### Your goal:
Print the first line of the records below and every line after it, up to and including the line with "position:relative; width:966px; height:902px;". Print nothing else.

### Dataset entries:
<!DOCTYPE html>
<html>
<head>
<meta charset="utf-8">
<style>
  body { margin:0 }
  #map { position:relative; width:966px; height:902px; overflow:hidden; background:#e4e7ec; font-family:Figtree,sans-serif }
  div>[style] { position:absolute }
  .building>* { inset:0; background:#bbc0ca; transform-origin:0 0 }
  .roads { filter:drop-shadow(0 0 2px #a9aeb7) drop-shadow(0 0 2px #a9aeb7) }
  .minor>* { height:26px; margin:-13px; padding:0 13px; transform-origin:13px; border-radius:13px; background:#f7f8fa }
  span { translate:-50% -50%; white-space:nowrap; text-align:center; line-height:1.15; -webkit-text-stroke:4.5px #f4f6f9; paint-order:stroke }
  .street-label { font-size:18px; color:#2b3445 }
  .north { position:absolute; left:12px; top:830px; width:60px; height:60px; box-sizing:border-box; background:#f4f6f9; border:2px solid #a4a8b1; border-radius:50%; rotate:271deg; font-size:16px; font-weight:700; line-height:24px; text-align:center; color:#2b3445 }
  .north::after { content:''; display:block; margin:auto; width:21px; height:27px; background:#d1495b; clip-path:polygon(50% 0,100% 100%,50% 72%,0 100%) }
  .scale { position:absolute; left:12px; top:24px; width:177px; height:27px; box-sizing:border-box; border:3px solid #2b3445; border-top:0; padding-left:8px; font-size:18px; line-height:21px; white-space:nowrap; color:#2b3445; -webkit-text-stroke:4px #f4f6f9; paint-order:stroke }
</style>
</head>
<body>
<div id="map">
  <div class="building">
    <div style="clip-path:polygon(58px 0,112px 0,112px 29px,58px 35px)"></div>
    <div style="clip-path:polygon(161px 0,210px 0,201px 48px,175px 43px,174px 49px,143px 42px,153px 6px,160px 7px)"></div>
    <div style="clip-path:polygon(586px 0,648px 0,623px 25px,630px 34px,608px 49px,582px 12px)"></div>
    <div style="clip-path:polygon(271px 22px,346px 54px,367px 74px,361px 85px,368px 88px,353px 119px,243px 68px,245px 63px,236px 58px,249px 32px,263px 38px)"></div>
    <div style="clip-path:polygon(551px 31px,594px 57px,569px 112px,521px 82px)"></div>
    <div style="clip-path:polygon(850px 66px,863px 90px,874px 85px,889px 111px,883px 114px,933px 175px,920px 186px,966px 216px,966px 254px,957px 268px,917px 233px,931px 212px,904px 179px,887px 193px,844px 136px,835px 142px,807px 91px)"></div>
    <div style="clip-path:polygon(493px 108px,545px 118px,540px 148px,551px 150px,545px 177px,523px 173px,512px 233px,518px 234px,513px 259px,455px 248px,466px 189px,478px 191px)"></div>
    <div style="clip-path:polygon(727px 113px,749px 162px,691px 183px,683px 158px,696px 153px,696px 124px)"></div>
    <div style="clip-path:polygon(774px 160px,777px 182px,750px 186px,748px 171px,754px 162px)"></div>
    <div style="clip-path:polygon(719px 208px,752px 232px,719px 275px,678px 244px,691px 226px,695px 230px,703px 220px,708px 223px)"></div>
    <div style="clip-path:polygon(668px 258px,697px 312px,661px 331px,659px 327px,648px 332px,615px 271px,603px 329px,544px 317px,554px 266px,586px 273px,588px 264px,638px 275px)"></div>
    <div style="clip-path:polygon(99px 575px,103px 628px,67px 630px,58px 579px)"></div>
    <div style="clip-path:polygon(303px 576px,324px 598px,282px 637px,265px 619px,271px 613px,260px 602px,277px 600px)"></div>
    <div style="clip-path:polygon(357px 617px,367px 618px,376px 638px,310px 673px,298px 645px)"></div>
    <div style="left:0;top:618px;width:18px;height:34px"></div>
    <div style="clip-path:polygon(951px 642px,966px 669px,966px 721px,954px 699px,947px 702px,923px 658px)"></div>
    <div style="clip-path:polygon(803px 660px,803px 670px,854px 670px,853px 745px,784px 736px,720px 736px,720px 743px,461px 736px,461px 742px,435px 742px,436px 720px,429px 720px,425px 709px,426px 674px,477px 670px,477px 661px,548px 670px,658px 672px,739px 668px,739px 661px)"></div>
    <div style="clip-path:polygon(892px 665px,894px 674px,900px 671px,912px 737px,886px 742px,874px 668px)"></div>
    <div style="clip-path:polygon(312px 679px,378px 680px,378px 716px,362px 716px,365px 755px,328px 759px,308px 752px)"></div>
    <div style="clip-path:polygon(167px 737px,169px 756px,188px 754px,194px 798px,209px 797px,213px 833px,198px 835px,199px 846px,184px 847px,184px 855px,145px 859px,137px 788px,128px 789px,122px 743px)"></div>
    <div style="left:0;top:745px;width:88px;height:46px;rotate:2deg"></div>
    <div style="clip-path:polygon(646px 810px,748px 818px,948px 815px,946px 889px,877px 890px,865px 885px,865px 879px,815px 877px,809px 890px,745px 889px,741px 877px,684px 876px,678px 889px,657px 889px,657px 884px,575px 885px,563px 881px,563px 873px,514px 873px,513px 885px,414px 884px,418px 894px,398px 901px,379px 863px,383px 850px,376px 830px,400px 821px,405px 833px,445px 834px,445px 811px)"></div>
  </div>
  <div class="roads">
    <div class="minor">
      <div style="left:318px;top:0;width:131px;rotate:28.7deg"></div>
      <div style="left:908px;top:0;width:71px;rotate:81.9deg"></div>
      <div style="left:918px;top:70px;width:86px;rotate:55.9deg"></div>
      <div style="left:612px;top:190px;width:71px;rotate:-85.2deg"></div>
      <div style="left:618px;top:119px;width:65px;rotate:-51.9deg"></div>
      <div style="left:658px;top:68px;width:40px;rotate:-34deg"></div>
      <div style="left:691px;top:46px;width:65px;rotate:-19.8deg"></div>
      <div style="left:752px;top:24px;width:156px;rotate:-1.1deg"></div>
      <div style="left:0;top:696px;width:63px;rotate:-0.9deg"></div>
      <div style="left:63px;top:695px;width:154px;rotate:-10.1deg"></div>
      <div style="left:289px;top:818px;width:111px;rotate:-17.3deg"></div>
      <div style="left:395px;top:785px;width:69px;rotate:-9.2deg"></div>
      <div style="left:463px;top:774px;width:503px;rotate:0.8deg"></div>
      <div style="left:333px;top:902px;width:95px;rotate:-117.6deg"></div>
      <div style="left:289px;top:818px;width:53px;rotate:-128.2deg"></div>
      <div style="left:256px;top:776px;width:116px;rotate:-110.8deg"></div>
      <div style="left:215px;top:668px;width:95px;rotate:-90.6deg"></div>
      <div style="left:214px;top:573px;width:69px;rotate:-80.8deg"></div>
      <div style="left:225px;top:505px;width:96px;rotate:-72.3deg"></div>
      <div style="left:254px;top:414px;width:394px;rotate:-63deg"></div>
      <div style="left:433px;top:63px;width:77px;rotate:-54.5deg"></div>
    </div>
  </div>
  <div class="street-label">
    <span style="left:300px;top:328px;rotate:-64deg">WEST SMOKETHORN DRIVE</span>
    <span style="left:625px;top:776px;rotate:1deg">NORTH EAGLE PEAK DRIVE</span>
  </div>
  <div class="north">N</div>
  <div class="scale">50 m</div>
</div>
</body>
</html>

### Exercise output:
<!DOCTYPE html>
<html>
<head>
<meta charset="utf-8">
<style>
  body { margin:0 }
  #map { position:relative; width:966px; height:902px; overflow:hidden; background:#e4e7ec; font-family:Figtree,sans-serif }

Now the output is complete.